A ridosso del parco di Villa del Balzo, le ruspe stanno distruggendo uno dei pochi polmoni verdi scampati alla stupidità devastatrice dell'uomo. Un'oasi verde al centro della città, che sta per diventare un megaparcheggio privato. I lavori di sbancamento procedono senza sosta. Una vergogna senza fine, l'ennesima ai danni di un territorio già fin troppo martoriato. Da alcune settimane, infatti, in via Prolungamento Matteotti, alle spalle della scuola elementare e a ridosso del parco di Villa del Balzo, sono in corso lavori edili per la realizzazione di garage interrati. All'ingresso del cantiere è comparso uno striscione con la scritta «vendesi box per auto» con tanto di numeri di telefono. Sembra che i lavori siano stati autorizzati dal Comune con un permesso a costruire. Questa circostanza appare, quantomeno strana, se si pensa che l'area in questione, oltre a rappresentare uno dei pochi polmoni verdi della zona, si trova a ridosso di un corso d'acqua ed è interessata da falde acquifere superficiali.
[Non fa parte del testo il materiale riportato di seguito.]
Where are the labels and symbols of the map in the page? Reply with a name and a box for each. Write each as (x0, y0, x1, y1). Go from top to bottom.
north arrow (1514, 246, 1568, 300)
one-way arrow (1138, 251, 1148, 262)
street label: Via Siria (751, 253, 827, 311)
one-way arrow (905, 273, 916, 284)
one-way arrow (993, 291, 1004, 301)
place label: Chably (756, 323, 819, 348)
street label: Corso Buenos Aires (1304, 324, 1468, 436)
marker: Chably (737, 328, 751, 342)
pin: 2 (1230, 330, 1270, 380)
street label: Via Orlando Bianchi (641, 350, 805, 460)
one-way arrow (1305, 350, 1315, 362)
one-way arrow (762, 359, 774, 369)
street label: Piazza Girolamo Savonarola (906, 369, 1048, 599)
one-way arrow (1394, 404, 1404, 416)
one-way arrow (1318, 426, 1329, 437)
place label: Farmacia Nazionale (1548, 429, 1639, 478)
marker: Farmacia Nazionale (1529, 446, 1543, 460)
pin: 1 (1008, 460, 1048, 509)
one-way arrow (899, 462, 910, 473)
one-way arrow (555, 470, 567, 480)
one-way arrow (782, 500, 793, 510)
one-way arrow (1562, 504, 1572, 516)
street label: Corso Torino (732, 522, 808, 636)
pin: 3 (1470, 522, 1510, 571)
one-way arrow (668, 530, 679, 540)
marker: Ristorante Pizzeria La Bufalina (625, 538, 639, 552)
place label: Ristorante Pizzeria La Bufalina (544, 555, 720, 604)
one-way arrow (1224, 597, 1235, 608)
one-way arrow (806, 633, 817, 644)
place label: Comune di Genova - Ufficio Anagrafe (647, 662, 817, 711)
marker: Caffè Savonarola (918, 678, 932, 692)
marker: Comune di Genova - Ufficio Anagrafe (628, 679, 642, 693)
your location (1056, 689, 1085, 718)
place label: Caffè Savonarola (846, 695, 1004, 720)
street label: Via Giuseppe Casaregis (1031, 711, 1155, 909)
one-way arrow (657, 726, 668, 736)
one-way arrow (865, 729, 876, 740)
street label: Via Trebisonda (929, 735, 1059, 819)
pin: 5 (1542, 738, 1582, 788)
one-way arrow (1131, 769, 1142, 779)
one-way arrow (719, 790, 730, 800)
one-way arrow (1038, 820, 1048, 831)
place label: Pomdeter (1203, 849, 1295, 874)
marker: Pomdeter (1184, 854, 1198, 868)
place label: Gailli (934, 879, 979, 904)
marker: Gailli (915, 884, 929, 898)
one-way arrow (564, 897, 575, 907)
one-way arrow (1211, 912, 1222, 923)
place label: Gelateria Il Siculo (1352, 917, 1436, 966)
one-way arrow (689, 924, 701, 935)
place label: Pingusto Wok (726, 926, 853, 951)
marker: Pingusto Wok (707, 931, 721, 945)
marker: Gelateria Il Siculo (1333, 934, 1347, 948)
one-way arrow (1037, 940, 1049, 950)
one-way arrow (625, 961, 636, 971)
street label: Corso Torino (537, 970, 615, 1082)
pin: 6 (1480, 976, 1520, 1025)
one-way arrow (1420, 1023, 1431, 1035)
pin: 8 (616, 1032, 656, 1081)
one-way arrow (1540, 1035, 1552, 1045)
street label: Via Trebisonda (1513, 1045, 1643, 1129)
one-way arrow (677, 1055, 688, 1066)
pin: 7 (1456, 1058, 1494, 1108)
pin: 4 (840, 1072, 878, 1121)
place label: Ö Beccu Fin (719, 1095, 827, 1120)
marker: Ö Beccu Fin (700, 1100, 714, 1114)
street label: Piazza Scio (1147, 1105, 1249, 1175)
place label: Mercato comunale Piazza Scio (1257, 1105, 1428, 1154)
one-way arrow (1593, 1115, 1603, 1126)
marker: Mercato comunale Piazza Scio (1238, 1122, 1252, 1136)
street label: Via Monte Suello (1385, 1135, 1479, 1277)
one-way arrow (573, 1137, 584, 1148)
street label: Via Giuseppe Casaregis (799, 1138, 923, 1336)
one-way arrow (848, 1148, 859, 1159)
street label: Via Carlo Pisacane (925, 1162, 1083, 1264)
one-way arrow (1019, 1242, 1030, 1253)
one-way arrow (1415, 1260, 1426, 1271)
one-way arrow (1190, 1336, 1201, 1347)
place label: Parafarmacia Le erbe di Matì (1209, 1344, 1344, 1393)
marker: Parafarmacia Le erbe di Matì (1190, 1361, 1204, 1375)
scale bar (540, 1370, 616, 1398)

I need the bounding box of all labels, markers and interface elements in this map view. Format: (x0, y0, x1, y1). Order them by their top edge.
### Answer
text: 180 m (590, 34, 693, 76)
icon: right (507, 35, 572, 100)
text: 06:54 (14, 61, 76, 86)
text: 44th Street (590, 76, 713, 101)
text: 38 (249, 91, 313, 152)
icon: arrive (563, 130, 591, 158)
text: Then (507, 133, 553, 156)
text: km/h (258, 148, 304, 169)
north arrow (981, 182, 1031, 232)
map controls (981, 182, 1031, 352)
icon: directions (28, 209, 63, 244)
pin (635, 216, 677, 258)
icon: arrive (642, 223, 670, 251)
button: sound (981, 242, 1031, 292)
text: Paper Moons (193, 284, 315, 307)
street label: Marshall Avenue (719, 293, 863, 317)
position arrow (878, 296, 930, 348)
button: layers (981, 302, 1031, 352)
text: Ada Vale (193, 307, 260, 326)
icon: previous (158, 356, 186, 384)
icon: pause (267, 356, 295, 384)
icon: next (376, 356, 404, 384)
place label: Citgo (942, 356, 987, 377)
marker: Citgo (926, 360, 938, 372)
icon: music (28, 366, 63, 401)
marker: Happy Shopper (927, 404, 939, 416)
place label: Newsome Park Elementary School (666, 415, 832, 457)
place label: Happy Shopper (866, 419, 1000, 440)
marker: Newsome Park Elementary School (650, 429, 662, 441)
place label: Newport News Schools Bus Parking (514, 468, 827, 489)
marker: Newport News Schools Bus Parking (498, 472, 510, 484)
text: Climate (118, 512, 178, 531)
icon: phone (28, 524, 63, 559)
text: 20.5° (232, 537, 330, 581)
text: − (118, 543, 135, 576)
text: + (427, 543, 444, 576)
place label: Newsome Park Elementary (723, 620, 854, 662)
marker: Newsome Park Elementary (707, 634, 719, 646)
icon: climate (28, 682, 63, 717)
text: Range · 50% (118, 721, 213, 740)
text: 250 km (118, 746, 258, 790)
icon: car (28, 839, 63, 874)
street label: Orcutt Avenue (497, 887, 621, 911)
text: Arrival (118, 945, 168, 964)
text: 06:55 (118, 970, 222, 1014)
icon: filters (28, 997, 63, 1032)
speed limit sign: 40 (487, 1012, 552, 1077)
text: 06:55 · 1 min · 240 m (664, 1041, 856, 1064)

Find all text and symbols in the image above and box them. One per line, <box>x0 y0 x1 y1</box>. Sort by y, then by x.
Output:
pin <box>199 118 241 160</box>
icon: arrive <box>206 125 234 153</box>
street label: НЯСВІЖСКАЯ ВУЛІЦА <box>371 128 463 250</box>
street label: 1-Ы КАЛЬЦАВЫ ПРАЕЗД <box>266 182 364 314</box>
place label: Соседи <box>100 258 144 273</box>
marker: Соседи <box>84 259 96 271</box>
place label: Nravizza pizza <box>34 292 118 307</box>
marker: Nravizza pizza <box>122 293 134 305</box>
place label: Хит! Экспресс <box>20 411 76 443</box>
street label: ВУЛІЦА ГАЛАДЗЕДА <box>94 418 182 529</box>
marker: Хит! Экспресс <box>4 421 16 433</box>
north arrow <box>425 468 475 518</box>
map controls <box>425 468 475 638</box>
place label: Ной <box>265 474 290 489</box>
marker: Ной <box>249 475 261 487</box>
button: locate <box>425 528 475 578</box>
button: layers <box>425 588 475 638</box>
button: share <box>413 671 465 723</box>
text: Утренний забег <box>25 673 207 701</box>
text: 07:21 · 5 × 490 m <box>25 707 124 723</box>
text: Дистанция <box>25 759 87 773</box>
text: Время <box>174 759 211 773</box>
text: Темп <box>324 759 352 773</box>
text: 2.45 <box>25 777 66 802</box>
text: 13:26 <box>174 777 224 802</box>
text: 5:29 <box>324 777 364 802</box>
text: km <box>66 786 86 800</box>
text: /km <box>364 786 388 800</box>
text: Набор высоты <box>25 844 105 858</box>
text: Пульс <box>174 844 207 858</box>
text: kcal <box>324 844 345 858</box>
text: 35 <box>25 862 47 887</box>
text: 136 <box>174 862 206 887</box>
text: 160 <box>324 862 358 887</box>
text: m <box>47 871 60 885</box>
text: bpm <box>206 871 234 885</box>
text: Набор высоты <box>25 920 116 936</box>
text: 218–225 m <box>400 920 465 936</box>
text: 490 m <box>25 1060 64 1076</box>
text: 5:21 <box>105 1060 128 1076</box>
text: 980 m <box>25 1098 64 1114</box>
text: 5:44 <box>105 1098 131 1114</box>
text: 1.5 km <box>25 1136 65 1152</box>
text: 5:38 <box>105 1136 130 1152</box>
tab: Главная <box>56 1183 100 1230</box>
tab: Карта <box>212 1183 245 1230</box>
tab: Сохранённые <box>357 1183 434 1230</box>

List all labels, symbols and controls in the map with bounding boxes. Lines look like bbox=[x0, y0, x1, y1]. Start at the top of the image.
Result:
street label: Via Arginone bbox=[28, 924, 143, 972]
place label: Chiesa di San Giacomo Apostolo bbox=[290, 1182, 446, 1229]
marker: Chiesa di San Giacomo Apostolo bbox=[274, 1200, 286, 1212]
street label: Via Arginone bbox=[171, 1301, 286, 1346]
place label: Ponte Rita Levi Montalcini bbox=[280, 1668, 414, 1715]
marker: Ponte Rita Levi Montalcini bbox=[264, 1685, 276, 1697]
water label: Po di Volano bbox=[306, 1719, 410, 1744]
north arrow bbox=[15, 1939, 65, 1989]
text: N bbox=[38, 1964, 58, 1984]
Sulla vicenda, il circolo di Rifondazione Comunista ha inviato un esposto alla Procura della Repubblica di Nocera Inferiore. «Nell'esposto - afferma Luciano D'Amora, responsabile del circolo "Amendola" di Rifondazione Comunista - si chiede di verificare la sussistenza di tutte le autorizzazioni previste dalla normativa urbanistica vigente, comprese quelle inerenti il rispetto della distanza dai corsi d'acqua, tenendo anche conto che il Comune di Sarno rientra, in gran parte, nella perimetrazione del parco fluviale del fiume Sarno, ed è sottoposta ai relativi vincoli. In caso di sussistenza delle necessarie autorizzazioni - continua D'Amora - si chiede di verificarne la legittimità in relazione ai predetti vincoli e alla normativa urbanistica vigente. Spero in un pronto intervento della magistratura a tutela dell'ambiente, anche in considerazione del fatto che i lavori di sbancamento proseguono a ritmo incessante e sussiste il rischio che un intervento tardivo possa rivelarsi inefficace rispetto ai danni ambientali causati dalle ruspe e dal cemento».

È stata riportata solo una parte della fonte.